Summary
Dataset Description
The dataset used for this analysis is the Diabetes Health Indicators Dataset from Kaggle. It contains various health indicators related to diabetes status, including BMI, physical activity, and more. The dataset was suggested by my TA, and it can be accessed here:(https://www.kaggle.com/datasets/alexteboul/diabetes-health-indicators-dataset/data?select=diabetes_binary_5050split_health_indicators_BRFSS2015.csv)..)
Project Goal
The main goal of this project is to explore the relationship between various health indicators and diabetes status. Specifically, we aim to understand how factors like BMI and physical activity correlate with diabetes prevalence.
Interesting Aspects for Further Investigation
1. BMI Distribution: The histogram of BMI shows a right-skewed distribution, indicating that most individuals have a BMI in the lower range, but there are outliers with higher BMI values. This aspect is worth investigating to see how BMI correlates with diabetes status.
2. Physical Activity vs. Diabetes Status: The bar chart comparing diabetes status based on physical activity suggests that physical activity might be linked to lower diabetes prevalence.

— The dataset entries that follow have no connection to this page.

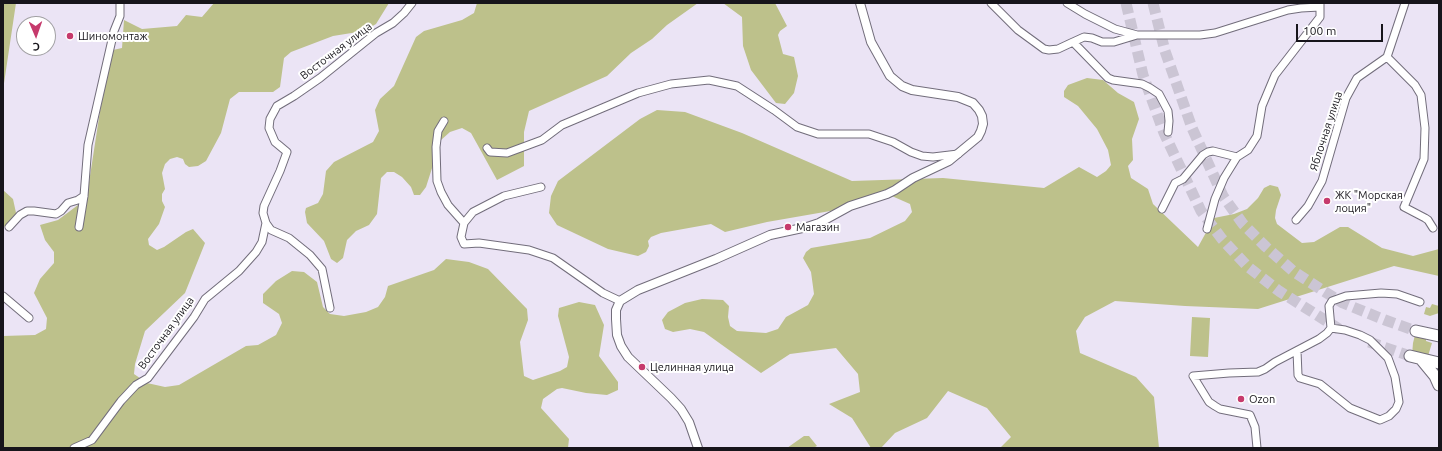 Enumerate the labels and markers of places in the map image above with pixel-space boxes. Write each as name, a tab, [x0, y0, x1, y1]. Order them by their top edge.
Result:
place label: Шиномонтаж	[78, 29, 148, 43]
marker: Шиномонтаж	[65, 31, 75, 41]
place label: ЖК "Морская лоция"	[1335, 188, 1403, 214]
marker: ЖК "Морская лоция"	[1322, 196, 1332, 206]
place label: Магазин	[796, 220, 840, 234]
marker: Магазин	[783, 222, 793, 232]
place label: Целинная улица	[650, 360, 734, 374]
marker: Целинная улица	[637, 362, 647, 372]
place label: Ozon	[1249, 392, 1275, 406]
marker: Ozon	[1236, 394, 1246, 404] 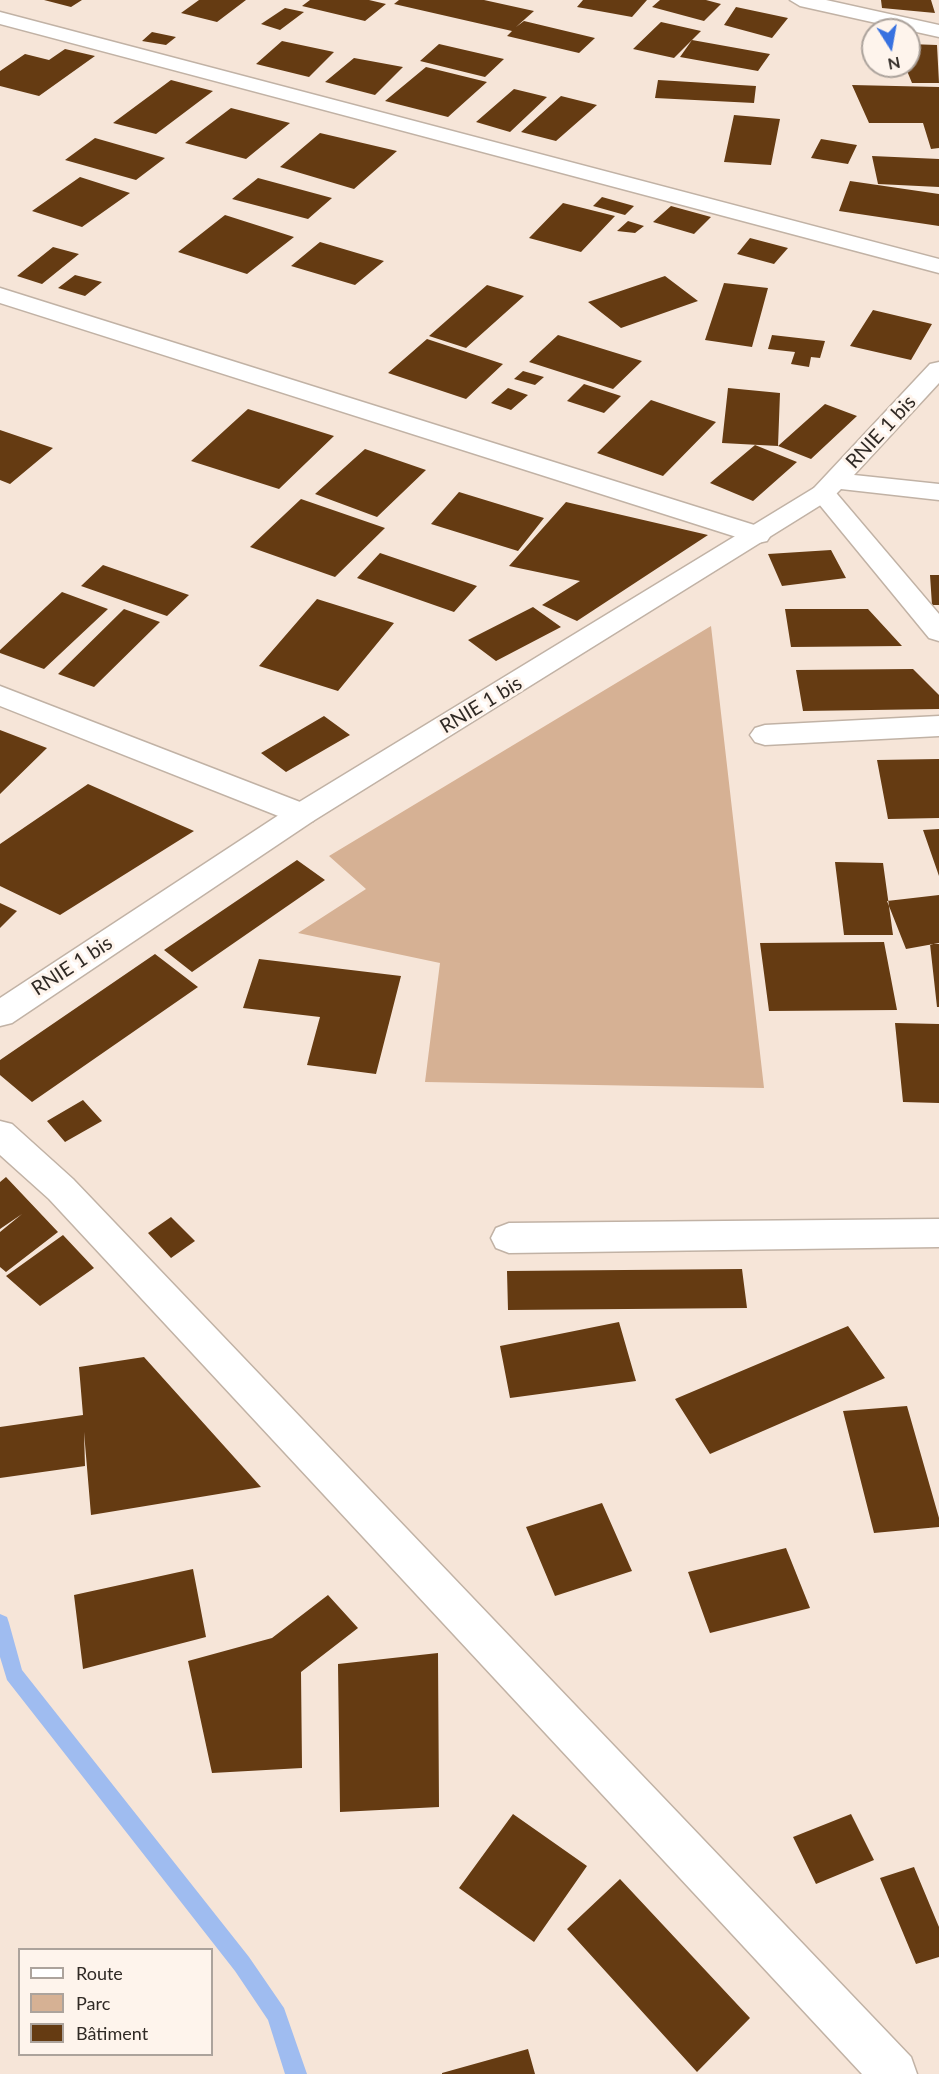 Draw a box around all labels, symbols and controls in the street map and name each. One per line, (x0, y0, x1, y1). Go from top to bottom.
north arrow (861, 18, 921, 78)
text: N (886, 54, 902, 75)
street label: RNIE 1 bis (841, 390, 921, 474)
street label: RNIE 1 bis (436, 671, 526, 739)
street label: RNIE 1 bis (27, 931, 117, 1001)
legend (18, 1948, 213, 2056)
text: Route (76, 1962, 123, 1984)
text: Parc (76, 1992, 110, 2014)
text: Bâtiment (76, 2022, 148, 2044)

This relationship warrants further exploration.
Plan Moving Forward
- Conduct a detailed statistical analysis to test hypotheses about the relationships between health indicators and diabetes.
- Explore additional variables such as age, smoking status, and alcohol consumption.
- Use machine learning models to predict diabetes status based on health indicators.
Initial Findings
Hypotheses
1. Hypothesis 1: Higher BMI is associated with a higher likelihood of having diabetes.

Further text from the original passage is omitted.